Wilson’s steadfast determination to write and perform music while undergoing an identity crisis speaks to his art. All of his songs feature a blend of cynicism laced with hope and his book is about that pounding desire to fit in. Recalling his early years with one of his first professional bands, The Florida Razors, he writes, “We were from Hamilton: we were nuts and our options were limited, so we played rock and roll because it was all we had and it was all that made sense to us.” His group often played as many places as they could from Detroit to Montreal, along Highway 401. It was a grind, but he loved every minute of it and the freedom it brought him as a young man.

Wilson’s book is full of the smaller moments to which we often pay no heed, which speaks to his often eloquent and darkly funny memories. And since we’re about the same age, I could relate to many of his simple pleasures, such as listening to a tiny AM radio with a single earpiece late at night. Wilson also found solace in radio, often tuning in CFRB, from Toronto, or CHML, a local Top 40 station. I can easily recall tuning into CHUM radio and listening to the Top 40 hits of the day. It was a world I could enter without any conditions or foes, just me and the music and the DJ’s powerful voice.
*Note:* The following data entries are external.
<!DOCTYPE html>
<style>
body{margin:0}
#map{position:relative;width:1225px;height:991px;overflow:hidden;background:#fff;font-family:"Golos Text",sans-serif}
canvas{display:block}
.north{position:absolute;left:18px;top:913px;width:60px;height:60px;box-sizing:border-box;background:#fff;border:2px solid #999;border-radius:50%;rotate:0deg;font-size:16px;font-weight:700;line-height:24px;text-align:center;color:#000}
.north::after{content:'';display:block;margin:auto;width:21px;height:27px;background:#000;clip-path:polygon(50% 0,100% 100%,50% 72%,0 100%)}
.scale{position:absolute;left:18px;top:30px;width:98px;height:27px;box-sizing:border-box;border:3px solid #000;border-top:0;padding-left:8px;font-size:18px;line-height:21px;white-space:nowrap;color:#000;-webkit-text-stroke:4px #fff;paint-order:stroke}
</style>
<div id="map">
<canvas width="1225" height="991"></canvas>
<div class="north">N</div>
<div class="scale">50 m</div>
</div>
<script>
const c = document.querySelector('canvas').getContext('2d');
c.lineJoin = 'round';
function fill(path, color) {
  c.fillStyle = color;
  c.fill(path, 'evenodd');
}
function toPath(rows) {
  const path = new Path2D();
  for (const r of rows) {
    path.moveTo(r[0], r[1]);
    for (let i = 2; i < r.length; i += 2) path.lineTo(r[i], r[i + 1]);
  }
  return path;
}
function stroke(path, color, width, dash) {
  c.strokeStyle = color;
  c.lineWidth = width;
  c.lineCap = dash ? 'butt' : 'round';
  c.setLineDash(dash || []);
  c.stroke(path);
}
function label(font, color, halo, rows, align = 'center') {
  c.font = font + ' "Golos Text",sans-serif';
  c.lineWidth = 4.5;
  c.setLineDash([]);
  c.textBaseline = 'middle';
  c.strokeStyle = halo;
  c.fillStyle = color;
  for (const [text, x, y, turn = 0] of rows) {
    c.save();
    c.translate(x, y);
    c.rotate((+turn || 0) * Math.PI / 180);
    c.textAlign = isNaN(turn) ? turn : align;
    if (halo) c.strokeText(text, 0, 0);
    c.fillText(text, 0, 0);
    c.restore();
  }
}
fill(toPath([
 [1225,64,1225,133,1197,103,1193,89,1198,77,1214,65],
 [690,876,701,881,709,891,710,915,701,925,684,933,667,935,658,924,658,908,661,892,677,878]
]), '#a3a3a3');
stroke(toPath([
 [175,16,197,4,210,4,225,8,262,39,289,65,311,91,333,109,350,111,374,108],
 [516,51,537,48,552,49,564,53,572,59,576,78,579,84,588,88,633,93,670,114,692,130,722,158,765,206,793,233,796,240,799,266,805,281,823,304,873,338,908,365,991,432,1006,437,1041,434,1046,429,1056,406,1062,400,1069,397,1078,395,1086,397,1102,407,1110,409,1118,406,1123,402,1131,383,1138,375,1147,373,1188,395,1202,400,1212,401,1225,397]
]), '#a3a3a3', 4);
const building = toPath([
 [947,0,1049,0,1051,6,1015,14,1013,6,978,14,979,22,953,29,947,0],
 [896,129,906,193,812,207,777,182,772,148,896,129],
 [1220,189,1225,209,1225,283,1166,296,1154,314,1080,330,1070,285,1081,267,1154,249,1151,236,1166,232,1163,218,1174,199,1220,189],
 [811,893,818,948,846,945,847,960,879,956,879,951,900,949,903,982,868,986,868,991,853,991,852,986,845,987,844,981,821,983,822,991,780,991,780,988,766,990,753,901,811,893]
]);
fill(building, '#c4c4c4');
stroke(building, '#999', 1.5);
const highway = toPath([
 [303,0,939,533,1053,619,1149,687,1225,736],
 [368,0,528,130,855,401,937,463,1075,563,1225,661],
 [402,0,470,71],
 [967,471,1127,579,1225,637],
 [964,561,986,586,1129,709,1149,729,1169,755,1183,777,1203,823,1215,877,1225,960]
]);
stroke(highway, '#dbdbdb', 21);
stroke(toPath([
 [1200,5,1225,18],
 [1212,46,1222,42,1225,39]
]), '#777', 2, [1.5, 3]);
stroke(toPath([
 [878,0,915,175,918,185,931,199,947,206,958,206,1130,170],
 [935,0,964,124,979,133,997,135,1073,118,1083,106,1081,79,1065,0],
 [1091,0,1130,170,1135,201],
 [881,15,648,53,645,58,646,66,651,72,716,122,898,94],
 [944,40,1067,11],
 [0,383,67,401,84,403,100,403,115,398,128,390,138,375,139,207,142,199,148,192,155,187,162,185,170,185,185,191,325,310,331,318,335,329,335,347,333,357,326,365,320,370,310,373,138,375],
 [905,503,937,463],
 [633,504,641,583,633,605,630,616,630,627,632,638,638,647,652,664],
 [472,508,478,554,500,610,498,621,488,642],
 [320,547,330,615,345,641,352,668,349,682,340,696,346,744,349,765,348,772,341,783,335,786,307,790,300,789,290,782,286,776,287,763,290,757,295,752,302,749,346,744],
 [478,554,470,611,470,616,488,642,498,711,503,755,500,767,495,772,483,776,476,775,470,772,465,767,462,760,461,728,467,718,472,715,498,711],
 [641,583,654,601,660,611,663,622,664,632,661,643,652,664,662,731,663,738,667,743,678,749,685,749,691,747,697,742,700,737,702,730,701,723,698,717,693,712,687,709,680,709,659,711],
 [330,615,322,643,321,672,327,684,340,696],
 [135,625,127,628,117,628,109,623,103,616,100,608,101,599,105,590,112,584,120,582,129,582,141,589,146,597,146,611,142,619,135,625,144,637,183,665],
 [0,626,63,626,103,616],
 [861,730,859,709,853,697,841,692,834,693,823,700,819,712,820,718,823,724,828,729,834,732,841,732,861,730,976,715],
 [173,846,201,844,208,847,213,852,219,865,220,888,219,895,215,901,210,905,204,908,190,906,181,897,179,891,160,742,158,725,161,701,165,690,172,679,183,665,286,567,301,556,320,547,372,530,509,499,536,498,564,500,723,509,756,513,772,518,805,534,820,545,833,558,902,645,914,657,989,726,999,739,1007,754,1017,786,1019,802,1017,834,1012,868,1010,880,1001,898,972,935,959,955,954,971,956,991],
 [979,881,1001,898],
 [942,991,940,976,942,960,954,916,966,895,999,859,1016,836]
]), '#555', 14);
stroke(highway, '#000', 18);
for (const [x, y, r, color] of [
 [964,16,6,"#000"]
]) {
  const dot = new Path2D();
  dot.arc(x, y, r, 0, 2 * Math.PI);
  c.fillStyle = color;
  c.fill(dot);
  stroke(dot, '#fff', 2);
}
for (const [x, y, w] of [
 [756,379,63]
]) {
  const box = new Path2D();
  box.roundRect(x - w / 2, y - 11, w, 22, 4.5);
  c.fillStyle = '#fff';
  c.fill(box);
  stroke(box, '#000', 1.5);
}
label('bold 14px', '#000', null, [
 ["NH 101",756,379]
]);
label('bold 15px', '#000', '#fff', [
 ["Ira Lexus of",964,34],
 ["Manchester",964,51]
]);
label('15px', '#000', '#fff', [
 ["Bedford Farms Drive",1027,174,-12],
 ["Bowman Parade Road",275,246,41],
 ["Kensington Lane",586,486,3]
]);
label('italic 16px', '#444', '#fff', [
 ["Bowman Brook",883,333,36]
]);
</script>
Beautiful Scars is one of the most direct and honest memoirs by a musician I’ve ever read. For the longest time Tom Wilson chased history and lived his life with a question mark over his head. I’m so glad he found the answer and shared it with us.

– John Corcelli is a music critic, broadcast/producer, and musician. He’s the author of Frank Zappa FAQ: All That’s Left To Know About The Father of Invention (Backbeat Books).